• [What this task involves]:
Count, in the entries below, the lines in which "hidden" occurs. Give the number, nothing more.

Records from a data collection

++++++++++

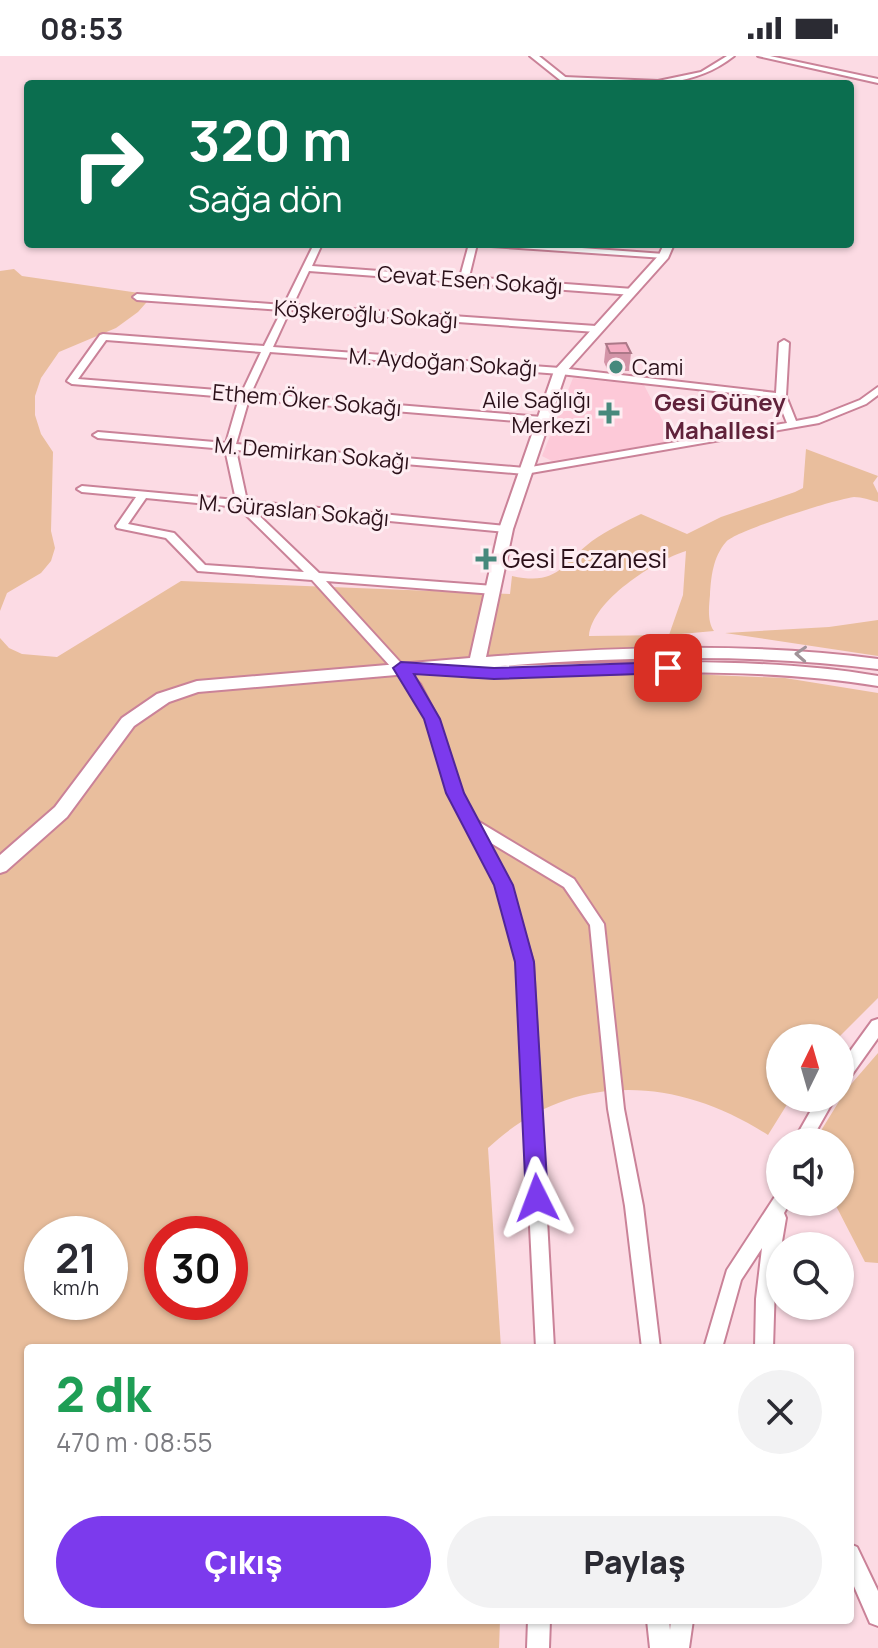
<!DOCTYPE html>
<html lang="tr">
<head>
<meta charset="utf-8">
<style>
  body { margin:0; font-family:Manrope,sans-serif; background:#f2f2f3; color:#2b2b33; height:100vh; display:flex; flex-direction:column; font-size:30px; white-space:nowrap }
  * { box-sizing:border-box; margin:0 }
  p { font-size:26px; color:#7c7c81 }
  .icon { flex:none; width:44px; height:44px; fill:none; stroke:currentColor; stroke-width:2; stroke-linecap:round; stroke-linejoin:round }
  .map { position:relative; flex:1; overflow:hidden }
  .sheet { position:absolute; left:24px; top:1288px; width:830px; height:280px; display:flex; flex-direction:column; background:#fff; border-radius:8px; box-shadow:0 2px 6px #0004 }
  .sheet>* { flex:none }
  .hud { position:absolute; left:24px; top:24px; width:830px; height:168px; border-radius:8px; box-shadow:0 2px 6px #0004; background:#0b6e4f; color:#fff; overflow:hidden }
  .needle { width:52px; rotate:5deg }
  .fabs { position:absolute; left:766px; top:968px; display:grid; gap:16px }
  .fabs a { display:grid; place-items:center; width:88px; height:88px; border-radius:50%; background:#fff; box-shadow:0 2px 6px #0004; font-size:40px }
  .speed { position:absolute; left:24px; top:1160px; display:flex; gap:16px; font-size:40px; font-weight:700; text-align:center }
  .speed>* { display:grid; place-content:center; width:104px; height:104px; border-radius:50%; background:#fff; box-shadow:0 2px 6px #0004; line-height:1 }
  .speed small { font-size:20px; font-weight:400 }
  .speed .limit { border:12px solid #d22; background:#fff; color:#111 }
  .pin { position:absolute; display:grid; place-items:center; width:68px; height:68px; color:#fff; margin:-34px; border-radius:16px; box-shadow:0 4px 12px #0006 }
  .me { position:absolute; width:88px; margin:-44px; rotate:357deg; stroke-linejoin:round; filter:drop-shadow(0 0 6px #0008) }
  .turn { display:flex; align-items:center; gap:28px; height:168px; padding:0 32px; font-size:36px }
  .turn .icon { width:104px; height:104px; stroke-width:2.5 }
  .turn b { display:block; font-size:56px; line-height:68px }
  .round { display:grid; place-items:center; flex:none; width:84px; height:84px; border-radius:42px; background:#f2f2f3 }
  .headline { display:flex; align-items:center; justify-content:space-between; height:136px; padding:0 32px }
  h1 { font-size:48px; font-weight:800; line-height:60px; color:#1e9e55 }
  .action { display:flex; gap:16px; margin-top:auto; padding:16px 32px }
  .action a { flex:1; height:92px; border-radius:48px; background:#7c3aed; color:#fff; font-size:32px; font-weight:800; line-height:92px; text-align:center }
  .action a+a { background:#f2f2f3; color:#2b2b33 }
  .status { display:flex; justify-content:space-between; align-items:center; height:56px; padding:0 40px; background:#fff; direction:ltr }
  .status svg { height:22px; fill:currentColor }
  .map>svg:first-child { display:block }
  .built { fill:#fdc9d8 }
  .green { fill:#e9be9d; fill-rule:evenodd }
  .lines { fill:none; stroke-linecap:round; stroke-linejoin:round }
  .minor-casing { stroke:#ca8298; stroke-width:4 }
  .tertiary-casing { stroke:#ca8298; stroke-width:4 }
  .minor { fill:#fff; fill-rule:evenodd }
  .tertiary { fill:#fff; fill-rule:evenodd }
  .wall { fill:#d394a7 }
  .building { fill:#f5acc2; stroke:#ac7888; stroke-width:2 }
  .oneway { stroke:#a09398 }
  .route { fill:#7c3aed; stroke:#51269a; stroke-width:2 }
  .poi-dot { fill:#46897c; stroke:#feedf2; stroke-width:3 }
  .labels { text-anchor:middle; stroke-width:6; stroke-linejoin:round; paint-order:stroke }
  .far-street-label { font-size:22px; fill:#2b1019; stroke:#feedf2 }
  .far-poi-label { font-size:22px; fill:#2b1019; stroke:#feedf2; text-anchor:start }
  .far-neighbourhood-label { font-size:24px; font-weight:bold; fill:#60223a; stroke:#feedf2 }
  .poi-label { font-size:26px; fill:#2b1019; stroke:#feedf2; text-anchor:start }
</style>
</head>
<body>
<div class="status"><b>08:53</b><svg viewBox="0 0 49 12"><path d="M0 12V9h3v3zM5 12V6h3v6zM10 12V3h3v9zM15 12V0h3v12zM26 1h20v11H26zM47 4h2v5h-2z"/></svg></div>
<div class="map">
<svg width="878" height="1592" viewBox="0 0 878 1592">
  <rect width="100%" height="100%" fill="#fcdbe4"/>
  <!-- built -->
  <path class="built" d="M573,322l71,7 29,56 -121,20 -10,-5z"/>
  <!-- green -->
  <path class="green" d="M14,213l8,7 131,19 -15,17 -22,16 -57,24 -18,26 -6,18v19l6,19 12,18 -2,79 4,17 -4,13 -10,12 -34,20 -7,18v-340z
    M806,393l72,27 -5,7 5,10v9c-8,-2 -16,-5 -24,-5 -18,2 -119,34 -128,45 -13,15 -15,35 -16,53 -1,11 -3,27 4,36l-44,4 -5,38 120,5 93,15v305l-40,40h-58v60h11l-23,37c-92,-59 -197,-65 -280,13l13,200h-473v272h472l-1,28h-499v-1010l9,10 13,6 35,3 124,-76 329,13 2,-18c46,10 49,-11 80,-35 16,-11 32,-19 49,-27l46,20 34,-17 74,-25 8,-4zM686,495l-3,44 -14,40 -80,1c3,-35 65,-75 97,-85zM42,1178h68v68h-68zM162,1178h68v68h-68z
    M878,564v36l-153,-23 104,-6z
    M878,997v210l-13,-1 -31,-60h6v-60h-26l32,-52z"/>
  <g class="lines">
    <defs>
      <path id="minor" d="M727,0h7c-49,39 -111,27 -170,25l-3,-2 3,-2 94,4 43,-9z
        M758,0h12l108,23v4z
        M314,188h8l-10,22 148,11 9,-33h8l-8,33 164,12 4,3 -4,3 -324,-24 -16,34 303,21 5,3 -5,3 -306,-22 -17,37 287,21 216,25 3,-50 5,-3 5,3 -3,53 10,25 21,-4 43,-17 18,-13v8l-12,9 -47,19 -294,51 -289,-24 11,51 259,25 5,3 -5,3 -255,-24 68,65 175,13 6,4 -6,4 -168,-13 94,103 18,35 24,74 14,27 98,59 30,45 20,185 19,97 17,142h-18l-17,-142 -17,-97 -18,-184 -26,-38 -78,-47 24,45 23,77 21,386h-18l-19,-386 -21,-77 -48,-92 -22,-74 -15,-30 -99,-109 -114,-9 -32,-33 -49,-10 -1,-2 20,-29 -54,-5 -5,-3 5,-3 154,14 -11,-51 -127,-11 -5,-3 5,-3 128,11 13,-45 -167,-14 -5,-3 33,-46 3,-1 161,12 18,-36 -145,-10 -4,-3 4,-3 147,11zM106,284l155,12 -19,40 -164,-13zM270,296l290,22 217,24 10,25 -262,45 -289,-24 13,-45 293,24 5,-3 -5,-3 -291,-24zM146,442l92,9 66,65 -99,-7 -31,-32 -46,-9z
        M487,188h40l137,10 4,2 -4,2 -173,-12z
        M878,963v19l-32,45 -6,2v-20l32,-44z
        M818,1042h17l-25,44h-17z
        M780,1140v6h8l1,2 -5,9 2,5 -11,65 -2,65h-18l1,-49 6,-51 -21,32 -19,68h-18l23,-78 47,-72z
        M850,1488l7,3 21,44v35l-8,-3 -20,-46z
        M528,1564h22l-1,28h-22z
        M647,1564h22l1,10 1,-10h22l-4,28h-39z"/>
      <path id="tertiary" d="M530,0h9l35,28h-9z
        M664,188h10l-6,14 -102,114 -53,157 -27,128c131,-10 261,-15 392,2v10c-126,-16 -251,-12 -378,-3 126,-2 253,-11 378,10v10c-133,-22 -271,-11 -406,-9l-6,-1v-7l-268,23 -29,10 -35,24 -67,91 -61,54 -6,2v-18l55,-48 67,-89 35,-24 40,-13 273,-23 29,-129 55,-158 105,-116z"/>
    </defs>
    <!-- minor casing -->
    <use href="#minor" class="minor-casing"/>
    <!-- tertiary casing -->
    <use href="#tertiary" class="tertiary-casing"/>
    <!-- minor -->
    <use href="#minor" class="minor"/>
    <!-- tertiary -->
    <use href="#tertiary" class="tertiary"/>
  </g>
  <!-- wall -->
  <path class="wall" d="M606,288l25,9 -2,18h-21l-4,-9z"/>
  <!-- building -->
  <path class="building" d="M626,287l5,10h-21l-4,-9z"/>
  <!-- one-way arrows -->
  <defs><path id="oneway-chevron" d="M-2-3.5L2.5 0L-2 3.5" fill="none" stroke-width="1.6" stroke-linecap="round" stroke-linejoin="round" transform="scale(2)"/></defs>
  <use class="oneway" href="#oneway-chevron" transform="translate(801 598) rotate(-177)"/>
  <!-- route -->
  <path class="route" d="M401,606l93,6 174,-6 8,6 -8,5 -174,6 -80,-5 26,45 24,74 49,92 21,77 14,236 -3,8 -8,3 -8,-3 -3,-8 -11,-236 -21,-77 -48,-92 -22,-74 -31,-51z"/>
  <!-- markers -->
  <g class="poi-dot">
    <circle cx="616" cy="311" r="8"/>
    <path d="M605 345h8v8h8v8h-8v8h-8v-8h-8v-8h8z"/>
    <path d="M482 491h8v8h8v8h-8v8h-8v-8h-8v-8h8z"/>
  </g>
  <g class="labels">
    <!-- far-street labels -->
    <g class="far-street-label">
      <text transform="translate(470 224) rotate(4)" y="8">Cevat Esen Sokağı</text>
      <text transform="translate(366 258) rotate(4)" y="8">Köşkeroğlu Sokağı</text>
      <text transform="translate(443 306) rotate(4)" y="8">M. Aydoğan Sokağı</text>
      <text transform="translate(307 344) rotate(5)" y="8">Ethem Öker Sokağı</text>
      <text transform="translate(312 397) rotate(5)" y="8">M. Demirkan Sokağı</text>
      <text transform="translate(294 454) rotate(5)" y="8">M. Güraslan Sokağı</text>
    </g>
    <!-- far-poi labels -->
    <g class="far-poi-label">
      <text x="632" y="319">Cami</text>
      <text x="591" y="352" text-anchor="end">Aile Sağlığı<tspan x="591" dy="25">Merkezi</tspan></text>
    </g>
    <!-- far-neighbourhood labels -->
    <g class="far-neighbourhood-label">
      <text x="720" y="355">Gesi Güney<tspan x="720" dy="28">Mahallesi</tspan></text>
    </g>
    <!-- poi labels -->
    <g class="poi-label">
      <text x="502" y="512">Gesi Eczanesi</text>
    </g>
  </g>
</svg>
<div class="fabs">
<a><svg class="needle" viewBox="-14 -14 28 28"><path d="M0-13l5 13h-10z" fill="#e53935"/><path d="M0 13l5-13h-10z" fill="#7c7c81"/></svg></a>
<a><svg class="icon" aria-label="sound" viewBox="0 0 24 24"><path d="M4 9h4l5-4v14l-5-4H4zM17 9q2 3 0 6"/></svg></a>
<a><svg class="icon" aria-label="search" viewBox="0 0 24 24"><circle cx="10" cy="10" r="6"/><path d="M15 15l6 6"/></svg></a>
</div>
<div class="speed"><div>21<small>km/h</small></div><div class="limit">30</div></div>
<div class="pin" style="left:668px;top:612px;background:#d93025"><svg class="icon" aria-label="arrive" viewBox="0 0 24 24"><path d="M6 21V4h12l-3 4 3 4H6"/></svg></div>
<svg class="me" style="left:537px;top:1142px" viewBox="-20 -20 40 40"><path d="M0-17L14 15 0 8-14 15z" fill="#7c3aed" stroke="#fff" stroke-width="4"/></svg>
<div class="hud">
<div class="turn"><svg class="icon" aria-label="right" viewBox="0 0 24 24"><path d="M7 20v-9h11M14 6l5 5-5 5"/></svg><div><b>320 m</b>Sağa dön</div></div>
</div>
<section class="sheet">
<div class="headline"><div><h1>2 dk</h1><p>470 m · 08:55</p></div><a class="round"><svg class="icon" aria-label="close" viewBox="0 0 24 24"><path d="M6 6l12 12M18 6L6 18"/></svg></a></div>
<div class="action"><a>Çıkış</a><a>Paylaş</a></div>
</section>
</div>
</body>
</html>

++++++++++

• [Expected output]:
2